● Work required
Taking the entries below from the top, restate each line exactly and end with the line containing "Annotation task. Read".

[Excerpted records Boundary: Start]

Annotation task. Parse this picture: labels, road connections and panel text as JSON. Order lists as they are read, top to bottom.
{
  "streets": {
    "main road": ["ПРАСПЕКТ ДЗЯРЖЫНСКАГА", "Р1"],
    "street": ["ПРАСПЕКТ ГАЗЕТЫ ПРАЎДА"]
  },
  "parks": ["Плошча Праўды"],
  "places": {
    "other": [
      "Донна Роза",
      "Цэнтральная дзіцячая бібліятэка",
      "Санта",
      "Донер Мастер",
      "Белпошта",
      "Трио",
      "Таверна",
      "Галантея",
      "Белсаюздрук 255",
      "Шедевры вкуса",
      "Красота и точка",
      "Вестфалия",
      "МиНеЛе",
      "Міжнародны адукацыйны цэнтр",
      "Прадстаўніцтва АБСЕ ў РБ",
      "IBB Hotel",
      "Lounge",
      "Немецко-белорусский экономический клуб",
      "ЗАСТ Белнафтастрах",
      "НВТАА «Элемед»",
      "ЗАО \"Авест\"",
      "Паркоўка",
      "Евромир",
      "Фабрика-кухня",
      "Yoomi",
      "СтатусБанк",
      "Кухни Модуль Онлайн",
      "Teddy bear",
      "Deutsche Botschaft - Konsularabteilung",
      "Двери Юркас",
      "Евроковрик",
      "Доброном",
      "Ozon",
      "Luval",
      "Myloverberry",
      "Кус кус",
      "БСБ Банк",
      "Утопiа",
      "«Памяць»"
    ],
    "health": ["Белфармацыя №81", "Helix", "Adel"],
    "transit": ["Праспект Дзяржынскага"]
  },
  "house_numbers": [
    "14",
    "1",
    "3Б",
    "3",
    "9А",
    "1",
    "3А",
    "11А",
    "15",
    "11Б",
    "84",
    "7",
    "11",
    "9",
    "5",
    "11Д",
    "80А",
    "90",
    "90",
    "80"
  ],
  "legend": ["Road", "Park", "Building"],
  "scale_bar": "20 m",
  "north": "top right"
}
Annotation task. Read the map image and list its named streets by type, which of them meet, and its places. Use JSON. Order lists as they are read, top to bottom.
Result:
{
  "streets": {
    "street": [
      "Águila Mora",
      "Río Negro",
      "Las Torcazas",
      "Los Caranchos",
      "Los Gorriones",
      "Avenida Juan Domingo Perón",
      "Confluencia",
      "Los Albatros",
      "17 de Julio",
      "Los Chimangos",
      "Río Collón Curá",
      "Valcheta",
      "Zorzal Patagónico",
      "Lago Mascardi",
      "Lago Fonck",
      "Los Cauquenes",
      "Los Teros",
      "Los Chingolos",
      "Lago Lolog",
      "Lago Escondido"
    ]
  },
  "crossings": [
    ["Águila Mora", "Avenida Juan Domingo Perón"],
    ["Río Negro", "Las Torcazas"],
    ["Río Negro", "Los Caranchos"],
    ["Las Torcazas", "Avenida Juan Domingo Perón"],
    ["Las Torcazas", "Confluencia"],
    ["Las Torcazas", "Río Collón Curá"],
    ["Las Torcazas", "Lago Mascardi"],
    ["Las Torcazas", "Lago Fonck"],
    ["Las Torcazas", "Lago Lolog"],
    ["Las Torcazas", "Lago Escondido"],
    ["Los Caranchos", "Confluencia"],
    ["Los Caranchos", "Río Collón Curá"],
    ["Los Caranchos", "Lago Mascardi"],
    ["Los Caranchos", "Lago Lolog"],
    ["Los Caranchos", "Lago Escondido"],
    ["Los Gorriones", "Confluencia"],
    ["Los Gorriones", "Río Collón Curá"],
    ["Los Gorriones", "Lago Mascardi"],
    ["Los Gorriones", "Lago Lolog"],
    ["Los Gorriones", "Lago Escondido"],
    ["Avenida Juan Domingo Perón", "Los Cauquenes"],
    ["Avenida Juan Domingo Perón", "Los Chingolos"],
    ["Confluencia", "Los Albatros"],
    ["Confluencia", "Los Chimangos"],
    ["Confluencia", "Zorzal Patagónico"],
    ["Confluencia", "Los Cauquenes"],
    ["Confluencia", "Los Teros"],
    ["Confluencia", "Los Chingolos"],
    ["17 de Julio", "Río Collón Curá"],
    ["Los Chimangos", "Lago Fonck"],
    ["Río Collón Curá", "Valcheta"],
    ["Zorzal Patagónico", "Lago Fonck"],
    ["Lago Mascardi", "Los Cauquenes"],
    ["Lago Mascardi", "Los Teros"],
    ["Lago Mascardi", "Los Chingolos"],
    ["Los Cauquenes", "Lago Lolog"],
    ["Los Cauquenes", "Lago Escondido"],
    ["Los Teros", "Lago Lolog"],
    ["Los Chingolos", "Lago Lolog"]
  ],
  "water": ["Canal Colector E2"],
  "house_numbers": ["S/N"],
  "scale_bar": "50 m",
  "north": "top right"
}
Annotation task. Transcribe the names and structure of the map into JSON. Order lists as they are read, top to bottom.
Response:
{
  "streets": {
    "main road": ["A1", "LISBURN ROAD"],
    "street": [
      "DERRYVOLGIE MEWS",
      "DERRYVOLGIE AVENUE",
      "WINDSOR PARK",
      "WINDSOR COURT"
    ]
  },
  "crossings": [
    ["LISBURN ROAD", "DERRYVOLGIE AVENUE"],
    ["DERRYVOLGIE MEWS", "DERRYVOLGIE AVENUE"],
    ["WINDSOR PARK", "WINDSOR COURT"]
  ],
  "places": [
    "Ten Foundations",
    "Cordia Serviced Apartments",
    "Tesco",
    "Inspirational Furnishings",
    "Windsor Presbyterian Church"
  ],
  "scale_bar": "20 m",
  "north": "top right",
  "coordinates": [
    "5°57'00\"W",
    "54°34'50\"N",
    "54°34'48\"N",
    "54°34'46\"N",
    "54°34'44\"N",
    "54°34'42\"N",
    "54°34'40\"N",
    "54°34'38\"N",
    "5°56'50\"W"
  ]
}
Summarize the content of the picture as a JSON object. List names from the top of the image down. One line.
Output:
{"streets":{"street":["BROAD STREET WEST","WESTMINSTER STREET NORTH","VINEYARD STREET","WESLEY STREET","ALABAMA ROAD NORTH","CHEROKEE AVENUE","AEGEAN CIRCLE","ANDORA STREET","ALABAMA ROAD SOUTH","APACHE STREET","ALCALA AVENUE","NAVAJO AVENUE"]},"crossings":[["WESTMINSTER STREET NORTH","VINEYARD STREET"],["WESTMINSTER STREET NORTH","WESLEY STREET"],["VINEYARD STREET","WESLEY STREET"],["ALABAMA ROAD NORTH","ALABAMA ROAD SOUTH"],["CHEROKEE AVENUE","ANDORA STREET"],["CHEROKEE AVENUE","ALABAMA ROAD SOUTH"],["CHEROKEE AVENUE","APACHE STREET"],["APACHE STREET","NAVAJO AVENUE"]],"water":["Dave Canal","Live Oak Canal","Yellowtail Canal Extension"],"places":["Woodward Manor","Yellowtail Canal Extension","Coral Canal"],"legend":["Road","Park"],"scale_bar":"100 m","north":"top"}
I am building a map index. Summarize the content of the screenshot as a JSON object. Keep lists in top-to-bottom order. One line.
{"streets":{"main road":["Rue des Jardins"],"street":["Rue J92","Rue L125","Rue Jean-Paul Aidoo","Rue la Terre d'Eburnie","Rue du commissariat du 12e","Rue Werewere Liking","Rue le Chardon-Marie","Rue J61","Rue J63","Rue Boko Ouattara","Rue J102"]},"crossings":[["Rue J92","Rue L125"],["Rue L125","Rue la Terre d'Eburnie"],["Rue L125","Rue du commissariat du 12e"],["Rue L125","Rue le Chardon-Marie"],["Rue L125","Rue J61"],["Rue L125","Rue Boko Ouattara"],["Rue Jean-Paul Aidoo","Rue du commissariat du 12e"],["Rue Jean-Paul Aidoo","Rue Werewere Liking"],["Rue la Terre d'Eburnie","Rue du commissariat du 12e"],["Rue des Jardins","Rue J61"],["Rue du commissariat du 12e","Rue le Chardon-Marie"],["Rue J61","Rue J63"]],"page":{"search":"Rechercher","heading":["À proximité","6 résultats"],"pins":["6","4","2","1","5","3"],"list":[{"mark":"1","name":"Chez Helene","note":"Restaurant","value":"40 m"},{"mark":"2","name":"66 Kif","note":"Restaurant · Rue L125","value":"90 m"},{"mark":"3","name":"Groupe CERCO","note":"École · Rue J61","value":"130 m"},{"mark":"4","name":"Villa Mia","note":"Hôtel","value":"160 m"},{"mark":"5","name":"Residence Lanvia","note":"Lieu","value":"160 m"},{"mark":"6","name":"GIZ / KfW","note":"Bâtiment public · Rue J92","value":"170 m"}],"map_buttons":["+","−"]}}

[Excerpted records Boundary: End]

● Written response
Annotation task. Parse this picture: labels, road connections and panel text as JSON. Order lists as they are read, top to bottom.
{
  "streets": {
    "main road": ["ПРАСПЕКТ ДЗЯРЖЫНСКАГА", "Р1"],
    "street": ["ПРАСПЕКТ ГАЗЕТЫ ПРАЎДА"]
  },
  "parks": ["Плошча Праўды"],
  "places": {
    "other": [
      "Донна Роза",
      "Цэнтральная дзіцячая бібліятэка",
      "Санта",
      "Донер Мастер",
      "Белпошта",
      "Трио",
      "Таверна",
      "Галантея",
      "Белсаюздрук 255",
      "Шедевры вкуса",
      "Красота и точка",
      "Вестфалия",
      "МиНеЛе",
      "Міжнародны адукацыйны цэнтр",
      "Прадстаўніцтва АБСЕ ў РБ",
      "IBB Hotel",
      "Lounge",
      "Немецко-белорусский экономический клуб",
      "ЗАСТ Белнафтастрах",
      "НВТАА «Элемед»",
      "ЗАО \"Авест\"",
      "Паркоўка",
      "Евромир",
      "Фабрика-кухня",
      "Yoomi",
      "СтатусБанк",
      "Кухни Модуль Онлайн",
      "Teddy bear",
      "Deutsche Botschaft - Konsularabteilung",
      "Двери Юркас",
      "Евроковрик",
      "Доброном",
      "Ozon",
      "Luval",
      "Myloverberry",
      "Кус кус",
      "БСБ Банк",
      "Утопiа",
      "«Памяць»"
    ],
    "health": ["Белфармацыя №81", "Helix", "Adel"],
    "transit": ["Праспект Дзяржынскага"]
  },
  "house_numbers": [
    "14",
    "1",
    "3Б",
    "3",
    "9А",
    "1",
    "3А",
    "11А",
    "15",
    "11Б",
    "84",
    "7",
    "11",
    "9",
    "5",
    "11Д",
    "80А",
    "90",
    "90",
    "80"
  ],
  "legend": ["Road", "Park", "Building"],
  "scale_bar": "20 m",
  "north": "top right"
}
Annotation task. Read the map image and list its named streets by type, which of them meet, and its places. Use JSON. Order lists as they are read, top to bottom.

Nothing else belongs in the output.